What does cyber insurance typically cover?
Pandemic or no pandemic–cyber insurance is a must-have. And, not just that, some of your clients may insist that you have cyber insurance coverage before they trust you with their data–especially if you are operating in the B2B market. Cyber insurance can break the fall in case you become the victim of a cyber attack or some gross malfunction that causes data loss. Here’s a list of things cyber insurance policies typically cover.
Forensic analysis
After a cybersecurity attack, you need to conduct a root cause analysis to identify what went wrong and where, so you can take corrective action to prevent the possibility of it repeating.
Notification expenses, penalties & lawsuits
Along with data breaches come a lot of liabilities including timely notification, fines, penalties, and perhaps even lawsuits for which you will need legal representation.
Revenue loss–direct and indirect
If your business is a victim of cybercrime, you will likely have to shut down your IT infrastructure for some time even as the issue is being resolved or contained. This downtime can cost you quite a bit in terms of lost sales and also employee productivity. Not to mention the damage to your business’s brand name which will have some effect on your sales revenue for at least a few months to come–and add to that the costs of employing a good PR agency to create some positive buzz around your brand to overcome the bitter taste left by the data breach incident.

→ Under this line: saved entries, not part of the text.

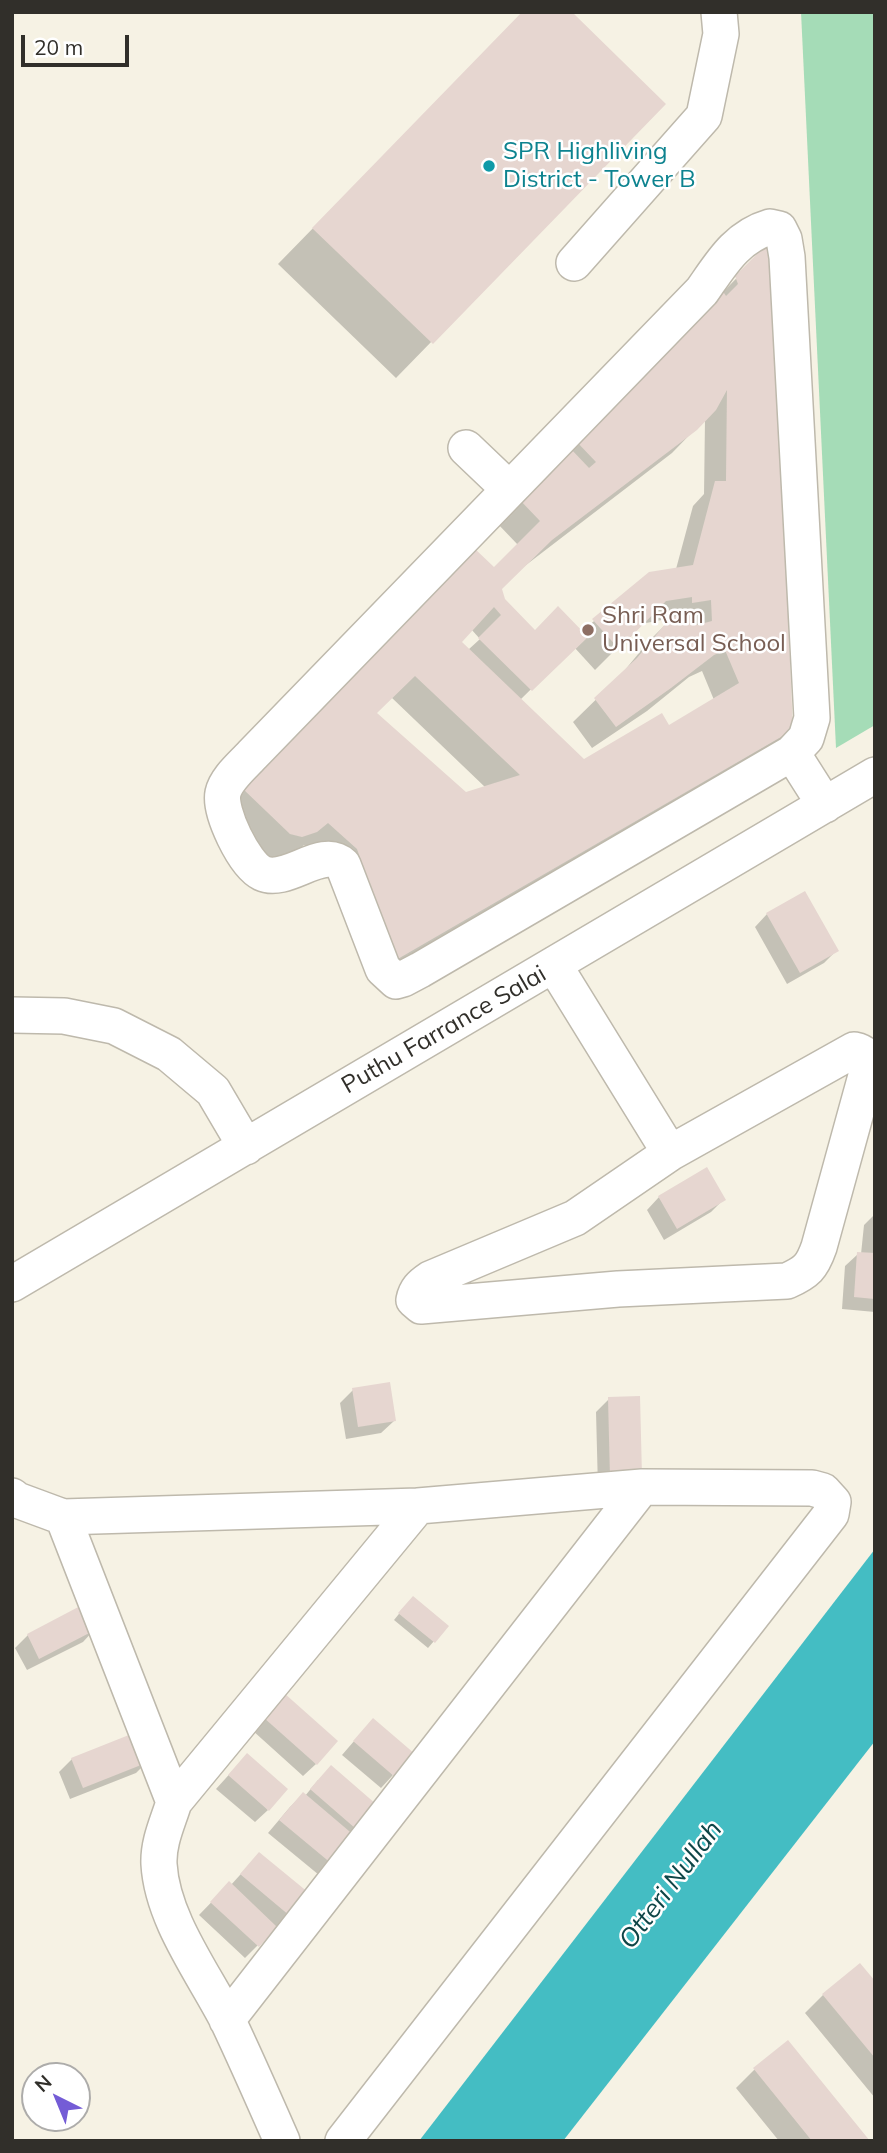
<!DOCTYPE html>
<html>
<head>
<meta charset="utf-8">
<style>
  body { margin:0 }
  #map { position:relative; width:887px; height:2153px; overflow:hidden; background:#f6f2e4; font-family:Mulish,sans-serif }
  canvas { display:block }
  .frame { position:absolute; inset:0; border:14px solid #312f2a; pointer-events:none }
  .north { position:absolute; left:21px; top:2062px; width:70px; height:70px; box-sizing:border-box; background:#fff; border:2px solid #adacaa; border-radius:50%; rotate:317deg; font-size:19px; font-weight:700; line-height:28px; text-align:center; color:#312f2a }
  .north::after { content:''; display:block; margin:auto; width:24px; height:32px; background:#745cd6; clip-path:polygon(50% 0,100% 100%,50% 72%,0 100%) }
  .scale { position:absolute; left:21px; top:35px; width:108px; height:32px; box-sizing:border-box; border:4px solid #312f2a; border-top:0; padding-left:9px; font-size:21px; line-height:24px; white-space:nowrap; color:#312f2a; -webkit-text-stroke:5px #fff; paint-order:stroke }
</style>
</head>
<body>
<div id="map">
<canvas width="887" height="2153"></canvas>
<div class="frame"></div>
<div class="north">N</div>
<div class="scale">20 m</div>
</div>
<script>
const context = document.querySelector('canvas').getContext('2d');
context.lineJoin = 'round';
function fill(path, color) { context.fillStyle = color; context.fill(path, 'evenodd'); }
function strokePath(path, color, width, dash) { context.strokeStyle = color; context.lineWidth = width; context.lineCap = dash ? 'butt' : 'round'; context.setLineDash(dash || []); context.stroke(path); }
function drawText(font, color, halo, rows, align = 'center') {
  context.font = font + ' Mulish,sans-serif'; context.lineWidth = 5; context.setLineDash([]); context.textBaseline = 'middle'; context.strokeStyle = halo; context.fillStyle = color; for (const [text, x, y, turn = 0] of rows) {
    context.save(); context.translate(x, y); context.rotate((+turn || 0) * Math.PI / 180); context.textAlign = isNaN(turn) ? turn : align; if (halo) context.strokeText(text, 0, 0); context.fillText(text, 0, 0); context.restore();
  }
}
fill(new Path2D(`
  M801,12H875V725L836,748Z`), '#a5dcb7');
fill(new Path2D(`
  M875,1549V1741L563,2141H419Z`), '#44bdc3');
fill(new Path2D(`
  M524,12L663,104L396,378L278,264Z
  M771,243L791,729L768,752L373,981L335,872L304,845L293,855L278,859L267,856L220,812L451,573L494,569L518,545L497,523ZM705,419L704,494L693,506L676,569L650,574L581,632L535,633L504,600L500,588L513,575L672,453ZM672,618L648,642L620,676L573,722L592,748L647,711L689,677L702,671L714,700L668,727L584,761L520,700L574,647L595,670L641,624ZM471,629L480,639L468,650L459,642ZM391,697L486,788L466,794L375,713Z
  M767,914L837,950L824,963L787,984L755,927Z
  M659,1197L724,1199L711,1212L664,1240L647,1210Z
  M875,1214V1312L842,1309L845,1266L858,1254H861L864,1225Z
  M353,1390L394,1421L381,1433L346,1439L340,1403Z
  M609,1399L640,1475L598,1489L596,1412Z
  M407,1604L447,1626L428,1648L394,1620Z
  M95,1629L83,1642L27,1670L15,1648L28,1635Z
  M272,1708L316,1764L303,1776L252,1730Z
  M361,1733L393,1775L381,1788L342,1755Z
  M72,1759L149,1760L136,1773L70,1799L59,1772Z
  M235,1768L268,1810L255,1822L216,1789Z
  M318,1780L382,1811L319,1875L268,1833L290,1807L303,1794L305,1796Z
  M259,1854L289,1914L245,1958L199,1915L229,1884L230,1886Z
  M875,1984V2098L805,2013L823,1995Z
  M787,2042L868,2141H779L736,2088L754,2070Z`), '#0003');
fill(new Path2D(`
  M522,12H572L666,104L433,344L312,228Z
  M772,239L793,730L396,960L357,849L328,823L317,832L302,837L290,834L242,788L474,548L494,567L540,521L519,499L570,448L589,468L596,462L576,441L722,290L726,296L738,284L735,276ZM727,390L726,481H715L693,565L649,572L592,619L619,649L666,601L692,597V603L711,600L712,621L697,625L693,613L671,617L637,658L594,698L616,727L671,688L714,655L725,650L739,683L669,725L662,713L584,759L462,642L494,607L501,615L478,638L532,691L588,637L558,606L535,630L505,599L502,589L552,540L697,430L716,410ZM415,676L520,775L466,792L377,713Z
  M805,891L839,951L800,973L766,913Z
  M707,1167L726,1200L677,1229L658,1196Z
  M857,1252L875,1253V1299L854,1297Z
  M390,1382L396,1421L358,1427L352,1388Z
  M640,1396L642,1476L610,1477L608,1397Z
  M413,1596L449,1626L435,1643L398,1613Z
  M84,1604L97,1629L39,1659L27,1634Z
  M284,1693L338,1741L317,1765L263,1717Z
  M373,1718L415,1754L395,1777L353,1741Z
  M139,1731L151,1761L83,1788L71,1758Z
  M247,1753L288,1789L269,1811L228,1775Z
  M331,1765L384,1811L363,1835L310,1789Z
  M303,1792L356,1837L332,1864L279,1820Z
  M259,1852L309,1893L290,1916L240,1874Z
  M229,1881L277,1927L259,1947L210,1902Z
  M860,1963L875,1981V2058L822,1994Z
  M788,2040L870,2141H812L753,2068Z`), '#e6d6d0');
const minor = new Path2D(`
  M770,227L779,229L784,239L787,257L812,718L806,738L792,753L420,970L403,979L396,981L383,969L343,865C322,845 287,885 262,873C244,864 219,812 223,793C226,779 242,766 252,755L702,291C721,264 736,237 770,227Z
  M574,263L704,116L721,34L719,12
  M466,448L509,489
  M792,753L825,805
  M554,965L670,1153
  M12,1015L64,1016L114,1026L169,1054L213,1091L246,1147
  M854,1050C864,1052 866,1055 869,1065L819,1247C812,1267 807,1272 787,1281L618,1289L421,1306L414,1300C416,1290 421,1285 430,1279L575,1218L670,1153Z
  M12,1284L875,775
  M12,1496L17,1500L63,1517L174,1802C168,1822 158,1842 159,1864C162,1918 202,1971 227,2019C246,2059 264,2100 282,2141
  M63,1517L418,1506L642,1487L812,1488L823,1491L833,1502L831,1514L343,2141
  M174,1802L418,1506
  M227,2020L642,1487`);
strokePath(minor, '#beb9ac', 38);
strokePath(minor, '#fff', 35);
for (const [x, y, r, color] of [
  [489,166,7,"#0f9aa8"],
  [588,630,7,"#8d6e63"]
]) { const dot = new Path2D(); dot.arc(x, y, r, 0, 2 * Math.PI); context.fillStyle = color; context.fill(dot); strokePath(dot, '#fff', 2.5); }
drawText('24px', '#0d838f', '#fff', [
  ["SPR Highliving",503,152],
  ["District - Tower B",503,180]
], 'left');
drawText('24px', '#785e54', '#fff', [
  ["Shri Ram",602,616],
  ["Universal School",602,644]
], 'left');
drawText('24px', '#312f2a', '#fff', [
  ["Puthu Farrance Salai",444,1030,-30]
]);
drawText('italic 26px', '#0e4547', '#fff', [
  ["Otteri Nullah",671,1885,-53]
]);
</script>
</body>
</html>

Apart from the items covered above, which is more like a consequence of data loss, there are two big risks that cyber insurance policy can protect you against–cyber extortion and fund diversion.
Cyber extortion
Remember the WannaCry Ransomware incident that happened in 2017? Cybercriminals used a worm, a form of malware to infiltrate more than 200,000 target computers and freeze user’s access to the data therein. The losses caused by WannaCry are estimated to be in the range of billions of dollars. What would you do if someone held your data hostage or worse still threatened to leak it online? As a business owner, you have no choice but to pay up the ransom amount.
Fund diversion
This is another form of cyber attack, though not as obvious as cyber extortion. Fund diversion is when you or your staff accidentally end up diverting your business funds to a fraudster. For example, your accountant clicked on a phishing link that took them to a clone site of the bank where your company has its account, or they made a payment by clicking on a fraudulent email sent by a cybercriminal posing to be your vendor.
It is important to remember that cyber insurance is still NOT a replacement for cybersecurity. You cannot invest in a cyber insurance policy and not bother about putting data security measures in place. In fact, like any other insurance, cyber insurance will also have exclusions and any laxity on your part in terms of data security can cause your cover to become null and void. This is where a trusted managed services provider can be of help. An experienced MSP can help you pick the right cyber insurance policy based on your needs. They will be able to explain the exclusions clearly to you–in your terms and help you design and maintain the security mechanisms and processes necessitated by the cyber insurance policy.